Friday, 15 November 2013

France tells Mr Draghi 'more please'

I had the opportunity yesterday to appear on BBC World's World Business Report to talk about the disappointing French economic growth numbers. 

At a statistical level a -0.1% Q3 GDP print by France versus hopes of 0.1% does not appear that different but beyond the psychological impact of a negative number, the clear message from these numbers is the sheer dullness of them, over five years into the global financial crisis.  Now we can start to understand why the European Central Bank cut interest rates last week.  We know already that Southern Europe continues to break-out of the difficulties from the last few years but the growing evidence of French economic weakness (poor GDP numbers, a recent downgrade from the S&P ratings agency and, just a couple of days ago, a negative report from the OECD about the competitiveness and flexibility of the French economy) causes a big problem for European policy-makers. 

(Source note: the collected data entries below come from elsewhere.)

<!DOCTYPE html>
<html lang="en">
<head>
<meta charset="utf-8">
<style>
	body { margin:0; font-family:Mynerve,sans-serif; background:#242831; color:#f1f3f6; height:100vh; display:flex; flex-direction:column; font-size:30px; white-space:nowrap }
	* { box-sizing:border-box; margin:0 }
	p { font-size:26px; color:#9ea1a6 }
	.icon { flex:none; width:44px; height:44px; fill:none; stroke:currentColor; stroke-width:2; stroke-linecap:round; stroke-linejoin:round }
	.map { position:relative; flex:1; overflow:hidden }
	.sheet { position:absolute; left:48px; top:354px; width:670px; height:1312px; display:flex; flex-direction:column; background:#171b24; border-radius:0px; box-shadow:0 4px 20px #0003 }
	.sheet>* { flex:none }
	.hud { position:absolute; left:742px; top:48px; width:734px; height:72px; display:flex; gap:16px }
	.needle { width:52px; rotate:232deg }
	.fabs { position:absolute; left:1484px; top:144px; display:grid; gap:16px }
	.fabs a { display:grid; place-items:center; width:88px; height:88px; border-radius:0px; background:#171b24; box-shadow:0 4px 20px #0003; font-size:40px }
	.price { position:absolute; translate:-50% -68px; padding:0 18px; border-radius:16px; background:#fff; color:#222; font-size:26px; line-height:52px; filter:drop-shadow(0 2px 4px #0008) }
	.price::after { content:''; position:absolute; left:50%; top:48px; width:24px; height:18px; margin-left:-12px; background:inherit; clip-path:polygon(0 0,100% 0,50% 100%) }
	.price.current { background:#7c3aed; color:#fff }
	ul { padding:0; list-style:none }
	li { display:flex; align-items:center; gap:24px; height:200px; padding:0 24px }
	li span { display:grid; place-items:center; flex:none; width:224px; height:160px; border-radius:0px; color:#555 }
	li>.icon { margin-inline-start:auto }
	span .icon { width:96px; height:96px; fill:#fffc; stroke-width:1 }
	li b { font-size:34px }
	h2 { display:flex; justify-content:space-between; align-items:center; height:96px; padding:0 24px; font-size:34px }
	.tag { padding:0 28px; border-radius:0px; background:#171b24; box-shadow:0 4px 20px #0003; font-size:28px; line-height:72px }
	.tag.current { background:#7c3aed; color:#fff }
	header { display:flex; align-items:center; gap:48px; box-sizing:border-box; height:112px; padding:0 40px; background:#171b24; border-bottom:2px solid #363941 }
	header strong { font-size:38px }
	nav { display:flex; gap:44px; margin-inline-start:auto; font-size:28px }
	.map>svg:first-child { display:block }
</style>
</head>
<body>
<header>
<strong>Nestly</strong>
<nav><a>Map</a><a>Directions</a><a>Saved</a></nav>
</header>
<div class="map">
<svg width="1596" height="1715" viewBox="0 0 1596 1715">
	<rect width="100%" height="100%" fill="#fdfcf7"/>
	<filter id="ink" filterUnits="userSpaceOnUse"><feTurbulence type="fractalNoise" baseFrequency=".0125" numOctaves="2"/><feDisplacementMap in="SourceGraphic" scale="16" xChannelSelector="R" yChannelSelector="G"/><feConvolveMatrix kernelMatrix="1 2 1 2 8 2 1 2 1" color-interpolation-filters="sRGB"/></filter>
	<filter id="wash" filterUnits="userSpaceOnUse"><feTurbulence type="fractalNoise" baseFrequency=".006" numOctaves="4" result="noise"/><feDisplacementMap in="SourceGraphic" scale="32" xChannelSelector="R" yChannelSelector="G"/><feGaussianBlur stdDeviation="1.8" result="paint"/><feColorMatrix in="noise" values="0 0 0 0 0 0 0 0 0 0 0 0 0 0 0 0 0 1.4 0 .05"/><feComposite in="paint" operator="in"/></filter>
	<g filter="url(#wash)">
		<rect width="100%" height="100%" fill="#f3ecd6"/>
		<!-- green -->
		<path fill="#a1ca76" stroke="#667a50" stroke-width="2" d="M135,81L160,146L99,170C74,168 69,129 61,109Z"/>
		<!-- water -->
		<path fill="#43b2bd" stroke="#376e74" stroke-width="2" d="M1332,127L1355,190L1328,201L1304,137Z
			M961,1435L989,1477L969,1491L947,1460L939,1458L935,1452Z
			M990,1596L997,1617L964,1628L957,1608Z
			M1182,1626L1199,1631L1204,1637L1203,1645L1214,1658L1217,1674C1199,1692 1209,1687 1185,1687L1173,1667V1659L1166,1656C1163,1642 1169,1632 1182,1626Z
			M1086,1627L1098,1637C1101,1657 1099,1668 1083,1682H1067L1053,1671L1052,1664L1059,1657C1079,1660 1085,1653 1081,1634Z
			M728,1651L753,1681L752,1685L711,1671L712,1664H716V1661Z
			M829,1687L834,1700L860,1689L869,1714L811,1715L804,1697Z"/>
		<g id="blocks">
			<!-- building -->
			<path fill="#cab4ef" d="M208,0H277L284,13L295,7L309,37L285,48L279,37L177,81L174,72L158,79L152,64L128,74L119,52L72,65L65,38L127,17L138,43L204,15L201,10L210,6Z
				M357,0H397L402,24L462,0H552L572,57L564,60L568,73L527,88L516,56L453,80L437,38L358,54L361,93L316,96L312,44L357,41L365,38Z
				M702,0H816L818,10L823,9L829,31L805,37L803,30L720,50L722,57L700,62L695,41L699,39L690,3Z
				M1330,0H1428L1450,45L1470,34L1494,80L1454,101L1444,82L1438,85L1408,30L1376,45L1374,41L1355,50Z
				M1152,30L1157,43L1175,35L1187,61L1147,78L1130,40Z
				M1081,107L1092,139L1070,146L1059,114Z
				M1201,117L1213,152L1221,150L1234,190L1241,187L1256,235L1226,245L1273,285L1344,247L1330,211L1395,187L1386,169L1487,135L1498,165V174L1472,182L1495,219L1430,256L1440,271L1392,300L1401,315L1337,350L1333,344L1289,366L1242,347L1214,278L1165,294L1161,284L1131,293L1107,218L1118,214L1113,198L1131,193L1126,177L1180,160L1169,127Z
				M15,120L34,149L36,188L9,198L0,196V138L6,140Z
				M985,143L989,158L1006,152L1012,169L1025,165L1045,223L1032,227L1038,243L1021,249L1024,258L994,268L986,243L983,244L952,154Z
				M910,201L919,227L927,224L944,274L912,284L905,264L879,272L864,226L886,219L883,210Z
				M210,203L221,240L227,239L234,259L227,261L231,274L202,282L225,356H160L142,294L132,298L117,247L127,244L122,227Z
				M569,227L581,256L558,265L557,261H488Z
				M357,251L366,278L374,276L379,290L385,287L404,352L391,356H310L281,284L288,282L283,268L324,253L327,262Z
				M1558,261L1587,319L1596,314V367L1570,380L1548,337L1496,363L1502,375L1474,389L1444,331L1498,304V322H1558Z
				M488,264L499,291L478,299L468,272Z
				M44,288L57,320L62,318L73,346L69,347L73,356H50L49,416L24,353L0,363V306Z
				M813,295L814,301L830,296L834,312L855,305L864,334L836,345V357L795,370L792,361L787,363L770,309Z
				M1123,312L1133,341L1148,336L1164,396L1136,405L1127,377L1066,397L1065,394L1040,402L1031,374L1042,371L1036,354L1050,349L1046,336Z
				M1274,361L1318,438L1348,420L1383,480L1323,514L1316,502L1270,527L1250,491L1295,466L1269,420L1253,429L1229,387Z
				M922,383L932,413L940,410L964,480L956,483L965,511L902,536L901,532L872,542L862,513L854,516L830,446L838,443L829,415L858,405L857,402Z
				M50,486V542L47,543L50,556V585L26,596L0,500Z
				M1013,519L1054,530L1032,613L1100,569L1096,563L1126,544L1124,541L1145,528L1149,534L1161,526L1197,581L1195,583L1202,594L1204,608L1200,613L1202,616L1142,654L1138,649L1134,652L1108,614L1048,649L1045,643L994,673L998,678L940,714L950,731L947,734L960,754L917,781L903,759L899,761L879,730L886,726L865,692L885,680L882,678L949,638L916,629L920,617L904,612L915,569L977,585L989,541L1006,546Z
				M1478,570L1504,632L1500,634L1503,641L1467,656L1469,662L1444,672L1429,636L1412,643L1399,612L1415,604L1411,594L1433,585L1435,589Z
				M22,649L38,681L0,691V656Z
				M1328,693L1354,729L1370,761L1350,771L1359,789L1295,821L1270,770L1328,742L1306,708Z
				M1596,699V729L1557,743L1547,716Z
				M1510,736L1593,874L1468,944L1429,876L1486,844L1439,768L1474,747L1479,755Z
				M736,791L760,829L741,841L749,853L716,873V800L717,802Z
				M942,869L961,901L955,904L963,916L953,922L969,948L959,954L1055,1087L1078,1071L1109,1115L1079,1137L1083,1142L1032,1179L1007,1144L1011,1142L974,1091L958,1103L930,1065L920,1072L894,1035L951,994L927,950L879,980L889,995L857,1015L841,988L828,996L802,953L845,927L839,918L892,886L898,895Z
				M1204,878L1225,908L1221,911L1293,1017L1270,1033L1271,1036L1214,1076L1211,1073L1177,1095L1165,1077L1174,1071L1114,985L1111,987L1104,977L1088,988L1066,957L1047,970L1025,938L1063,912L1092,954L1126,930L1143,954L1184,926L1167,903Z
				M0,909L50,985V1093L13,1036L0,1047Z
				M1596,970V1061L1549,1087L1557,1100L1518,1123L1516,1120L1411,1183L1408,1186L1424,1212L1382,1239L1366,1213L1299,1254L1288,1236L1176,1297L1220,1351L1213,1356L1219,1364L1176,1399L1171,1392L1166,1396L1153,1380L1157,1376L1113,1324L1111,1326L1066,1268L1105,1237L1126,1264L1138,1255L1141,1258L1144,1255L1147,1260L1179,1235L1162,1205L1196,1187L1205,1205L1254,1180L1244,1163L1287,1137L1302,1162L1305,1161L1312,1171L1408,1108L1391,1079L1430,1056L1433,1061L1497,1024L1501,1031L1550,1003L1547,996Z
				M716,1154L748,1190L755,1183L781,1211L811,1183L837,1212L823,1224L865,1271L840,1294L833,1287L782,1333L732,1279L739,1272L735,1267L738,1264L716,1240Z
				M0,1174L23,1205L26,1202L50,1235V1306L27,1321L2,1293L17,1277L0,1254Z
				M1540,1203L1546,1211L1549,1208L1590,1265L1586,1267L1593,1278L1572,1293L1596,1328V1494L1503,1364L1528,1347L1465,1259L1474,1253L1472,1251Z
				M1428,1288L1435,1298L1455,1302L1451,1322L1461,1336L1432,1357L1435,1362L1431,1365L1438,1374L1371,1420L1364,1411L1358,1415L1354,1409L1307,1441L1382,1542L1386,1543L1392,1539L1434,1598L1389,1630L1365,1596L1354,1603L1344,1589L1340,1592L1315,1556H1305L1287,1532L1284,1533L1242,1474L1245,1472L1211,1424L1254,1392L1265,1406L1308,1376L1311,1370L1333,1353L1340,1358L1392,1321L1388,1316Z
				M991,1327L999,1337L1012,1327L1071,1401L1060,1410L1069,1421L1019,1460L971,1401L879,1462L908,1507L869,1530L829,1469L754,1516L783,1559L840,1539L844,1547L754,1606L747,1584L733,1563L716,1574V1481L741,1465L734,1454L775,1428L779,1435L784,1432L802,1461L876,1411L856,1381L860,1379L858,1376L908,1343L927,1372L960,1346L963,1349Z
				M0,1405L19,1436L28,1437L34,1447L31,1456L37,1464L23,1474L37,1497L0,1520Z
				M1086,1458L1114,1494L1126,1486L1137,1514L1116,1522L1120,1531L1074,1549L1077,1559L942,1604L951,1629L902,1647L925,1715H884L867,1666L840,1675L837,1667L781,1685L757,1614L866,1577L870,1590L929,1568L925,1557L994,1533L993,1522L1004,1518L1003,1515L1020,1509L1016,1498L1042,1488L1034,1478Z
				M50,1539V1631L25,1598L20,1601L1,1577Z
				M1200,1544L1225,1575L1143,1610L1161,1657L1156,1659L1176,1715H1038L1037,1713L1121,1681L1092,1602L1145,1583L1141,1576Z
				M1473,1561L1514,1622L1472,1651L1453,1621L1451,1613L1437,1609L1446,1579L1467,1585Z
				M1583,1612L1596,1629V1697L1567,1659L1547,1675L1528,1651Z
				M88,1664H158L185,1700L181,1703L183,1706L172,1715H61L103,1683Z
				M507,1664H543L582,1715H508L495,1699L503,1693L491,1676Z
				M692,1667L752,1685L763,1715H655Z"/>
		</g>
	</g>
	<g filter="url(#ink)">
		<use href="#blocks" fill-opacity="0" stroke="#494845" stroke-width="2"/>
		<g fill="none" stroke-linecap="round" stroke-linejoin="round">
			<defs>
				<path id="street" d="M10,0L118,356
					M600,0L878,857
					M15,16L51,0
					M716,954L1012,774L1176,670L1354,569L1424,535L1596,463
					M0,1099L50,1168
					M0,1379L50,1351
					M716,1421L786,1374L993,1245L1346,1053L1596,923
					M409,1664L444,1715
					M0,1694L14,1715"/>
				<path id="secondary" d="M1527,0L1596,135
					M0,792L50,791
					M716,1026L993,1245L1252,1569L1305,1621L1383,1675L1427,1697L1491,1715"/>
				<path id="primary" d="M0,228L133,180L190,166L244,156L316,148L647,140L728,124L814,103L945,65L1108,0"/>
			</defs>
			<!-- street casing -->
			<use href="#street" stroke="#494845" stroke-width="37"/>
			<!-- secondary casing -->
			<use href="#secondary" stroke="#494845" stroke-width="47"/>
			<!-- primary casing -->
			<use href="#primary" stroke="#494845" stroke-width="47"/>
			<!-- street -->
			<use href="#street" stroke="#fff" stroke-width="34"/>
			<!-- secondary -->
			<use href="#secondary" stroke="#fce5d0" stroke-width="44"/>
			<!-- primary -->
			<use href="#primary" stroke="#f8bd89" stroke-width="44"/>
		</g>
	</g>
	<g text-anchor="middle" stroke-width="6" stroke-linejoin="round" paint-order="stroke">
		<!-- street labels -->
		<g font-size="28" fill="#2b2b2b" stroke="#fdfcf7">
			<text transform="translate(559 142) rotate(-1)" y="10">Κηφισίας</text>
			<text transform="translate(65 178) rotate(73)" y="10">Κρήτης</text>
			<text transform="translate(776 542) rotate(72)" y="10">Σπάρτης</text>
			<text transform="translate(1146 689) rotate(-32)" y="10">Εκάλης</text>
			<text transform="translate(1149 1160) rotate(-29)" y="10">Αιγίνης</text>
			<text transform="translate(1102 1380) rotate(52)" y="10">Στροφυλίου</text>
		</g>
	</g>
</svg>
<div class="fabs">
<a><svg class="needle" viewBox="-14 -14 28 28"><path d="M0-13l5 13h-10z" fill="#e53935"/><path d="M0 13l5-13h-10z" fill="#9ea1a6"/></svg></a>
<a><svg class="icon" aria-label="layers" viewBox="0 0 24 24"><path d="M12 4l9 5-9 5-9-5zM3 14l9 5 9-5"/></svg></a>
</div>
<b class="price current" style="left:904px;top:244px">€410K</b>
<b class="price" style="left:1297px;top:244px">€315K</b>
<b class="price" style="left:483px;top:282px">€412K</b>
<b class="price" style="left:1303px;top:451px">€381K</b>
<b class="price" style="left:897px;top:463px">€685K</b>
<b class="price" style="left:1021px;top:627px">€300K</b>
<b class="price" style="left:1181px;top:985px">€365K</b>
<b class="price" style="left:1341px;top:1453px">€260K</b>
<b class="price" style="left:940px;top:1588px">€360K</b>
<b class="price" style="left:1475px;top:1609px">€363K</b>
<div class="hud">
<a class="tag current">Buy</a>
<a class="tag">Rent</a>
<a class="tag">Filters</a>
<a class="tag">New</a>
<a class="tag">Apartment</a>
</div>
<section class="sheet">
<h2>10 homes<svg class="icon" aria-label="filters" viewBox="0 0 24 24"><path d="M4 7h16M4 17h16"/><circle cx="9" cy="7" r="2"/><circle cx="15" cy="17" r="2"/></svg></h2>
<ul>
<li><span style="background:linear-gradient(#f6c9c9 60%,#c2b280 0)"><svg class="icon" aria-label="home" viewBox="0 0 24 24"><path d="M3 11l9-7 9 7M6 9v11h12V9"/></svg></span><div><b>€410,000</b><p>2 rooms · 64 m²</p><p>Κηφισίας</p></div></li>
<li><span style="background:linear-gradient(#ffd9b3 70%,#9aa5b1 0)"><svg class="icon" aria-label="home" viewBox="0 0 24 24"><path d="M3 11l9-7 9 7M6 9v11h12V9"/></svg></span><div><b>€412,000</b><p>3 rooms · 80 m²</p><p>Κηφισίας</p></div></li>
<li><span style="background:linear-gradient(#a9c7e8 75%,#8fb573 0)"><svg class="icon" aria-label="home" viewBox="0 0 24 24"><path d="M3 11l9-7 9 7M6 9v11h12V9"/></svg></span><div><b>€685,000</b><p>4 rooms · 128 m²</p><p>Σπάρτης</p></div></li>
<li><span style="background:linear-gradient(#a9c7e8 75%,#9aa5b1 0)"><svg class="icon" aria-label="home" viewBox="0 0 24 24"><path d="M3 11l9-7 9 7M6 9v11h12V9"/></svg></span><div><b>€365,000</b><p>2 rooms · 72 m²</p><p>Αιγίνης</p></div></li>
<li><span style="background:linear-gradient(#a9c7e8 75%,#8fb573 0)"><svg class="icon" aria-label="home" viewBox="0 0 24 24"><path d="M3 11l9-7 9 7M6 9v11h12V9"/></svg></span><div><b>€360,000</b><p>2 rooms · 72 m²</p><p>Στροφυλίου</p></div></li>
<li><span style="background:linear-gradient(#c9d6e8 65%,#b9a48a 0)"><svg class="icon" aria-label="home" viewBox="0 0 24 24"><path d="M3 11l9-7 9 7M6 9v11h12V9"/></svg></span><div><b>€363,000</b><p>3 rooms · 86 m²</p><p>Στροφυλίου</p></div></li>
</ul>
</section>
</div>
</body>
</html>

Germany cannot stand alone in Europe.  At a time when the French economy that is growing - for the first time in five years - more slowly than Spain, for the European economy to decisively move forward, more policy stimulus is needed beyond last week's rate cut.  

There were plenty of reports in the last week that the interest rate cut split the ECB governing council with the German representative voting against it.  Mrs Merkel and the other German policy-makers need to keep thinking about whether they will risk the overall European economic profile.

I think Europe needs further stimulus assistance.  Whilst the policymakers discuss this, further Euro weakness is likely and regional stock markets - even with the global help of factors such as Janet Yellen's testimony - are likely to see volatility.

There remains good European companies to invest in but top-down issues to factor in too.  France tells Mr Draghi 'more please'.  Will Germany sanction it?